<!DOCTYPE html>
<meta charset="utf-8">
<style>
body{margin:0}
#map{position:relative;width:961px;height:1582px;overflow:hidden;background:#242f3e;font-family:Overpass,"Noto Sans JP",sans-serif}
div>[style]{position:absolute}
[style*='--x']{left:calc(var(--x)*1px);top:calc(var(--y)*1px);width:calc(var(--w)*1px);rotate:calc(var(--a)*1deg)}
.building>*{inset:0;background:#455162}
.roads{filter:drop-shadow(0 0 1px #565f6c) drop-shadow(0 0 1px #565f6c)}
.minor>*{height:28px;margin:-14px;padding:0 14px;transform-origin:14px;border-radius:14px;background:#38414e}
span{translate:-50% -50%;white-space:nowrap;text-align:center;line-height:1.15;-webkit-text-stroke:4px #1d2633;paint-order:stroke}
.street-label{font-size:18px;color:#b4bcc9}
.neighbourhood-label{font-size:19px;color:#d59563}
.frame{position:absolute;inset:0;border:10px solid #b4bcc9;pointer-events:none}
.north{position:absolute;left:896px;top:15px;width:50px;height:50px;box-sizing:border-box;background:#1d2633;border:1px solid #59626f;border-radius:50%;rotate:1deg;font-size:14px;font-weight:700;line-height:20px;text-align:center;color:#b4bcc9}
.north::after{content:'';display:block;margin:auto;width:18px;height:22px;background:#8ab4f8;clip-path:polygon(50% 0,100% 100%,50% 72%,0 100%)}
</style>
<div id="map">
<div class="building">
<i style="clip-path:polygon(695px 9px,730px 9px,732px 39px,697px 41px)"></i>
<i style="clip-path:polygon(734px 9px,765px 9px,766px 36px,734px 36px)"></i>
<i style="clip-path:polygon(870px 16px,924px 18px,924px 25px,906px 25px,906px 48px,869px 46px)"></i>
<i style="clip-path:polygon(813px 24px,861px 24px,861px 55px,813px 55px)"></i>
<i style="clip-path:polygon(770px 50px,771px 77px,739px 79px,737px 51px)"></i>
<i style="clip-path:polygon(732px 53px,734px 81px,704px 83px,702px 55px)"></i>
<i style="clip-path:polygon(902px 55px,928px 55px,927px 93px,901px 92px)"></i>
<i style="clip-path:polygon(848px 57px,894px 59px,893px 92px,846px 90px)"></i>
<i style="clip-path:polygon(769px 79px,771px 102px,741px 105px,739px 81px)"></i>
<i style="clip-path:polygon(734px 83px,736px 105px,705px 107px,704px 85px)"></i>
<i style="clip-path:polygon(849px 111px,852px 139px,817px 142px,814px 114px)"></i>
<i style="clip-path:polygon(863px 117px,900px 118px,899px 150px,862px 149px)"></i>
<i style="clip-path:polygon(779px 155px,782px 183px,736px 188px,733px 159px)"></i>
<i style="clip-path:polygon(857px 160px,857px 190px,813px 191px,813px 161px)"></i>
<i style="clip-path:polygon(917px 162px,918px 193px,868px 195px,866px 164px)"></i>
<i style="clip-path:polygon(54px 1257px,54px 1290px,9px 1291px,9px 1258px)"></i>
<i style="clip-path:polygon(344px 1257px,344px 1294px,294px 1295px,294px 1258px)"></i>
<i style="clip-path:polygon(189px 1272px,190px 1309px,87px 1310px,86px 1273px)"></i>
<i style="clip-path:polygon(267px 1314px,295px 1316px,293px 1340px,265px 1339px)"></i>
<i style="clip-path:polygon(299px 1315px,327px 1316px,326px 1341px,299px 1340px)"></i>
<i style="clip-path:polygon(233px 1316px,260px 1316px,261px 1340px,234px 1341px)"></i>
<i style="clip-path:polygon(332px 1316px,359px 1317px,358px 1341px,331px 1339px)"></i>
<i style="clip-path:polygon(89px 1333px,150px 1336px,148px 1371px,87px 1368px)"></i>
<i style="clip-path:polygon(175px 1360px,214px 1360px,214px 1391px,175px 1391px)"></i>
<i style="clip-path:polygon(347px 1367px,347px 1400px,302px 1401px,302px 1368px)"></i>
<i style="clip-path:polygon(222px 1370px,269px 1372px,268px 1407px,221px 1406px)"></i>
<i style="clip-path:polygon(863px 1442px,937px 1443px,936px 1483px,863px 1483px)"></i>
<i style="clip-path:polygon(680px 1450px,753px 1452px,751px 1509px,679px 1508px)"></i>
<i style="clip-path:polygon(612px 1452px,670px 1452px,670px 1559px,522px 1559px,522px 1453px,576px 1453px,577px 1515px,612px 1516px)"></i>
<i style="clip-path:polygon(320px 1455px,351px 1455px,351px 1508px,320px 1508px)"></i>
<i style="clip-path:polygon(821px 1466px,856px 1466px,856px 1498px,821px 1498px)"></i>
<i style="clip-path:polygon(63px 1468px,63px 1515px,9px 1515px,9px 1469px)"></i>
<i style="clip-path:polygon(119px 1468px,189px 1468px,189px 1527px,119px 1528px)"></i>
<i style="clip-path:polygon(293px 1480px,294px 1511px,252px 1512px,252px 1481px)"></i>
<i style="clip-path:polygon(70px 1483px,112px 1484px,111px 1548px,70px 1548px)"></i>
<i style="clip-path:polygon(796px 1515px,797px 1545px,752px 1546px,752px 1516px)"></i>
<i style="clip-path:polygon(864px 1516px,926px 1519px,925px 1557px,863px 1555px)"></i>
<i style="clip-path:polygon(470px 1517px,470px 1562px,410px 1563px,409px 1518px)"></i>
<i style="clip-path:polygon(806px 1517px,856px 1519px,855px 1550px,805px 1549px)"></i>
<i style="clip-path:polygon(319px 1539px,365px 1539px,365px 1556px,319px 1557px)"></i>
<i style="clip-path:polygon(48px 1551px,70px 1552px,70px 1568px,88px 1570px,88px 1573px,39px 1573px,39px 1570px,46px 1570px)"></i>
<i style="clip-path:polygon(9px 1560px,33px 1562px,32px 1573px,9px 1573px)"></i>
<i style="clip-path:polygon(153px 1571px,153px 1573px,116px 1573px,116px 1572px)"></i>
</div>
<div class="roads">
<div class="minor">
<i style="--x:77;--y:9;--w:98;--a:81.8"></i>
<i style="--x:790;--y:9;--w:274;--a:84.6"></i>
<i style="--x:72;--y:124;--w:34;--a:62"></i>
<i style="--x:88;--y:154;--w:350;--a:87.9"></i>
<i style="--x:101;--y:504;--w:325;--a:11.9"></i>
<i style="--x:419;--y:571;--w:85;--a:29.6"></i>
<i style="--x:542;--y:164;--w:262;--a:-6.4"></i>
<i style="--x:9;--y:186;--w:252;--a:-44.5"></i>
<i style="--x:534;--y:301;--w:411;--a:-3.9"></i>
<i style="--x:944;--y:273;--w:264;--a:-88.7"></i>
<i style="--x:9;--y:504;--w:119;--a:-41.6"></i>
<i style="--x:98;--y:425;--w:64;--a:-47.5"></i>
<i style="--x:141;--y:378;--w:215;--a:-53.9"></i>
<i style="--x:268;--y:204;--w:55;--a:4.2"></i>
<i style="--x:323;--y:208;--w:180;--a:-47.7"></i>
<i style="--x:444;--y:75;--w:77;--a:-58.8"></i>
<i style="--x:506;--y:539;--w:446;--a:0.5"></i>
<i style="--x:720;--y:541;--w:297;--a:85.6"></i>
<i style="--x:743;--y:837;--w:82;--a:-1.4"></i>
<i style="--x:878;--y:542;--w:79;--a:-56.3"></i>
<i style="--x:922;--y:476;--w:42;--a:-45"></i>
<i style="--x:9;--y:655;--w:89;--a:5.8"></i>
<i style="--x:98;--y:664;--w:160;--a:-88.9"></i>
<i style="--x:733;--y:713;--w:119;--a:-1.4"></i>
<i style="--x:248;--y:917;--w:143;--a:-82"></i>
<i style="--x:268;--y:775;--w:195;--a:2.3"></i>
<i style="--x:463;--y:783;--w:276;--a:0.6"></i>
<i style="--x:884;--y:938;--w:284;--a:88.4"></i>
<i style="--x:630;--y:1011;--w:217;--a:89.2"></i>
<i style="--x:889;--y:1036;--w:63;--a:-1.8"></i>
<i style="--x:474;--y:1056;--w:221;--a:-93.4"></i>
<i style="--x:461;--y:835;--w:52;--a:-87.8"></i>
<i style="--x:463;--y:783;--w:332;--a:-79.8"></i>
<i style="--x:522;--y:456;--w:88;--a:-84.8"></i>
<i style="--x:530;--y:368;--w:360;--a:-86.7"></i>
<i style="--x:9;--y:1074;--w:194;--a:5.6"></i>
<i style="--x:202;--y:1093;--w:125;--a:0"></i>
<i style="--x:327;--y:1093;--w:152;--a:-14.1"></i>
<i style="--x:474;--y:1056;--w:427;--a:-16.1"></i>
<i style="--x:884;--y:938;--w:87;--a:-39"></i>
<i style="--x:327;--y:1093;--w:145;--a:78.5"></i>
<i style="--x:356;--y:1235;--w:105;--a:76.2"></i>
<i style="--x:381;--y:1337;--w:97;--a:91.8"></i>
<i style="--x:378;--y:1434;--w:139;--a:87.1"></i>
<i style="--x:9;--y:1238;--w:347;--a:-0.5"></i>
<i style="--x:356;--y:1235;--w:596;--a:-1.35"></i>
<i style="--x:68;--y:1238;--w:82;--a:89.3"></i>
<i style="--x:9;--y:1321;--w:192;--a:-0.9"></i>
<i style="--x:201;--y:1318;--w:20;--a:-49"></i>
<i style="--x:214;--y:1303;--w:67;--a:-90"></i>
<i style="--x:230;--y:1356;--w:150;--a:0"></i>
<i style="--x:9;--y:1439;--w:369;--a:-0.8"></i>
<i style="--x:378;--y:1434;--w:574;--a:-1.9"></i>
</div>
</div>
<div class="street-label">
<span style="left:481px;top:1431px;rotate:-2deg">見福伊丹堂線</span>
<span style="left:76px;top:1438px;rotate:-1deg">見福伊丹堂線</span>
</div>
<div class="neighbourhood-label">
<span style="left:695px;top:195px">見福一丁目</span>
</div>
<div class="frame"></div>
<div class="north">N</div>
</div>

#### [Directions for this task]
Where a line in the material contains "text", copy that line.

#### [Task response]
span{translate:-50% -50%;white-space:nowrap;text-align:center;line-height:1.15;-webkit-text-stroke:4px #1d2633;paint-order:stroke}
.north{position:absolute;left:896px;top:15px;width:50px;height:50px;box-sizing:border-box;background:#1d2633;border:1px solid #59626f;border-radius:50%;rotate:1deg;font-size:14px;font-weight:700;line-height:20px;text-align:center;color:#b4bcc9}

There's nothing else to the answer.